__About this task__. Look for the word "ВУЛІЦА" in the material below. Copy each line that has it.

__Records for processing__.
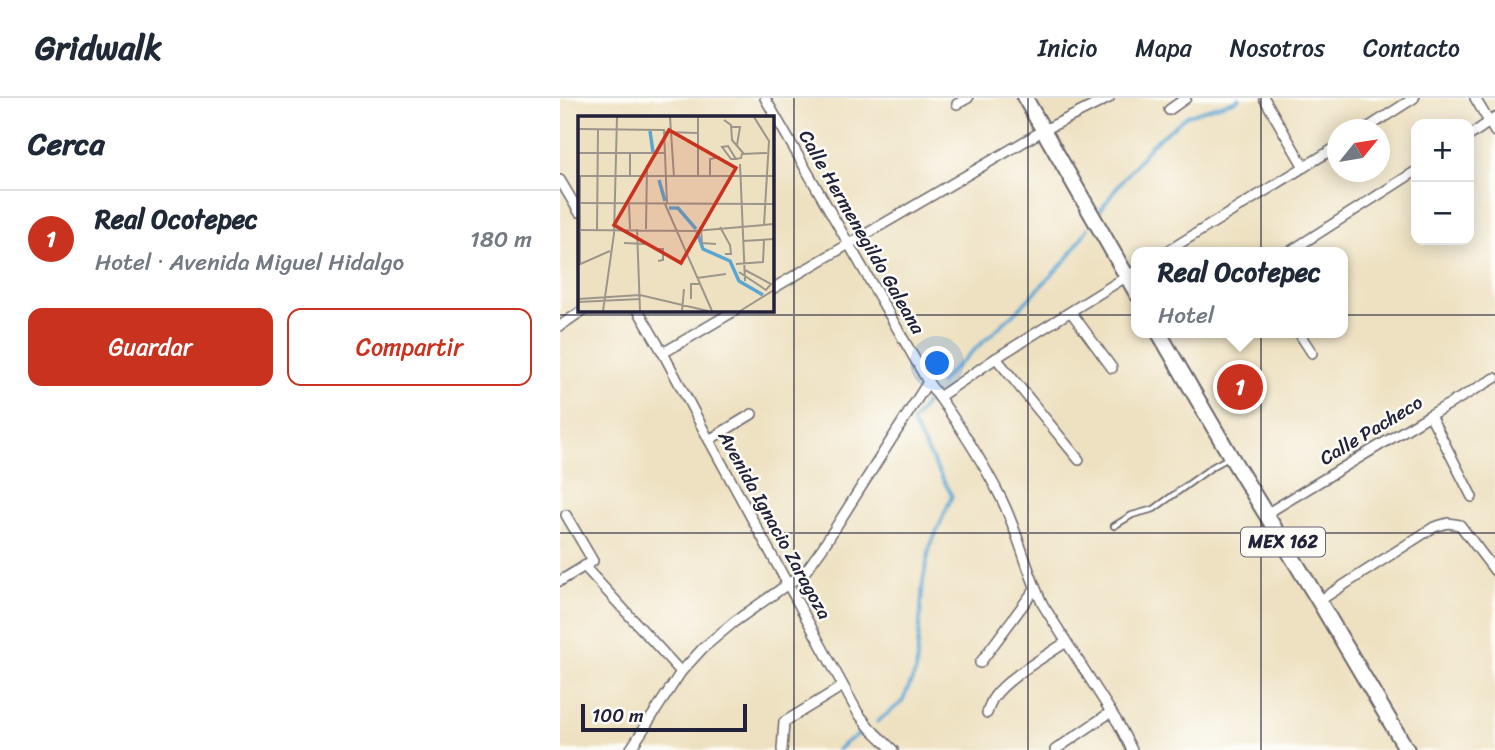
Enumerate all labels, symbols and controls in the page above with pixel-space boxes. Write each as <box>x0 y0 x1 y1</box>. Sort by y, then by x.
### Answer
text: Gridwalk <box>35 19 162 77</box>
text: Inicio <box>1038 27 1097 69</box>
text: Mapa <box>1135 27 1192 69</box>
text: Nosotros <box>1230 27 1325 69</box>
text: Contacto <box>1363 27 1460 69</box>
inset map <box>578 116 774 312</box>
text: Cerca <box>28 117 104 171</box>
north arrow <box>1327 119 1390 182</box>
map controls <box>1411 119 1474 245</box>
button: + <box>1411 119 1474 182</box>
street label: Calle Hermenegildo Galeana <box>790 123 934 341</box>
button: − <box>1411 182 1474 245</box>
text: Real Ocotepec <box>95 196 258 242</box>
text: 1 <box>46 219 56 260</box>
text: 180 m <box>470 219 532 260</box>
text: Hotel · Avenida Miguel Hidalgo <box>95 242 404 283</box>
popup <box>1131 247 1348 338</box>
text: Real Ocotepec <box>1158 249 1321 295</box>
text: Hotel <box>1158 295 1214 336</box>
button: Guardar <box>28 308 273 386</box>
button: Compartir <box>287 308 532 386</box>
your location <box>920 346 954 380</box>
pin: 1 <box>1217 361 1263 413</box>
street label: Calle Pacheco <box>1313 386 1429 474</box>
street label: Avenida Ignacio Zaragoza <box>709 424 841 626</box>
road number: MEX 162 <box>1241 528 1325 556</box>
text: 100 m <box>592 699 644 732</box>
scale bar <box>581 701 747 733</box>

---

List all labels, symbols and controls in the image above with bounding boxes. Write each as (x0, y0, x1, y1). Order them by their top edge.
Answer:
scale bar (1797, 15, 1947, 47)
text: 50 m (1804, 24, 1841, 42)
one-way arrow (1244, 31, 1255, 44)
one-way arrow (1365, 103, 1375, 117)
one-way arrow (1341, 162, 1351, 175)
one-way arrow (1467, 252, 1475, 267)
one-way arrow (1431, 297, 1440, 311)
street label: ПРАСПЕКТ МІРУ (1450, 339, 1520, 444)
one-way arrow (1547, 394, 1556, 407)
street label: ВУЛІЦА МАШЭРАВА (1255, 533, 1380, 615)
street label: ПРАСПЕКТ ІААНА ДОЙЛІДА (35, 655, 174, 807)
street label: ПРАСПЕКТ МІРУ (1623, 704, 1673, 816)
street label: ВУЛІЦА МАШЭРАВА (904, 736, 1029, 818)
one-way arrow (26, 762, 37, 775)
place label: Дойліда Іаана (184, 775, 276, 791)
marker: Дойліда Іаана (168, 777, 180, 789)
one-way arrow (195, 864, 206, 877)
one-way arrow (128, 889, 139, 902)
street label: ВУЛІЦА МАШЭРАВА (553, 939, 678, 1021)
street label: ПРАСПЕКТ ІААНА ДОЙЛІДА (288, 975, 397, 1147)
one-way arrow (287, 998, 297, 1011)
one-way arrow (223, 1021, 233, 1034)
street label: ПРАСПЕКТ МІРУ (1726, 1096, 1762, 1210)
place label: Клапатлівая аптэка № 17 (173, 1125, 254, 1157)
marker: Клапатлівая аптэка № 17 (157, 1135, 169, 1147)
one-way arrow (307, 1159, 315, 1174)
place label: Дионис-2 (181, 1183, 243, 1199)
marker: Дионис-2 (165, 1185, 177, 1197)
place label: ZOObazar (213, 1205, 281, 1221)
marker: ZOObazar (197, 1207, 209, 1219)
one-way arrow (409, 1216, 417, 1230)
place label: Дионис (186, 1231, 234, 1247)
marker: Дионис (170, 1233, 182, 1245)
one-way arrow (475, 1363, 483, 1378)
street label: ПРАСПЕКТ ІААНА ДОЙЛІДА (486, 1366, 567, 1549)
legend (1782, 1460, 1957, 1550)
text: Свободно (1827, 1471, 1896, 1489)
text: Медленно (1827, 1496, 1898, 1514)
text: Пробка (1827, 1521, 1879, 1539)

__Output__.
street label: ВУЛІЦА МАШЭРАВА (1255, 533, 1380, 615)
street label: ВУЛІЦА МАШЭРАВА (904, 736, 1029, 818)
street label: ВУЛІЦА МАШЭРАВА (553, 939, 678, 1021)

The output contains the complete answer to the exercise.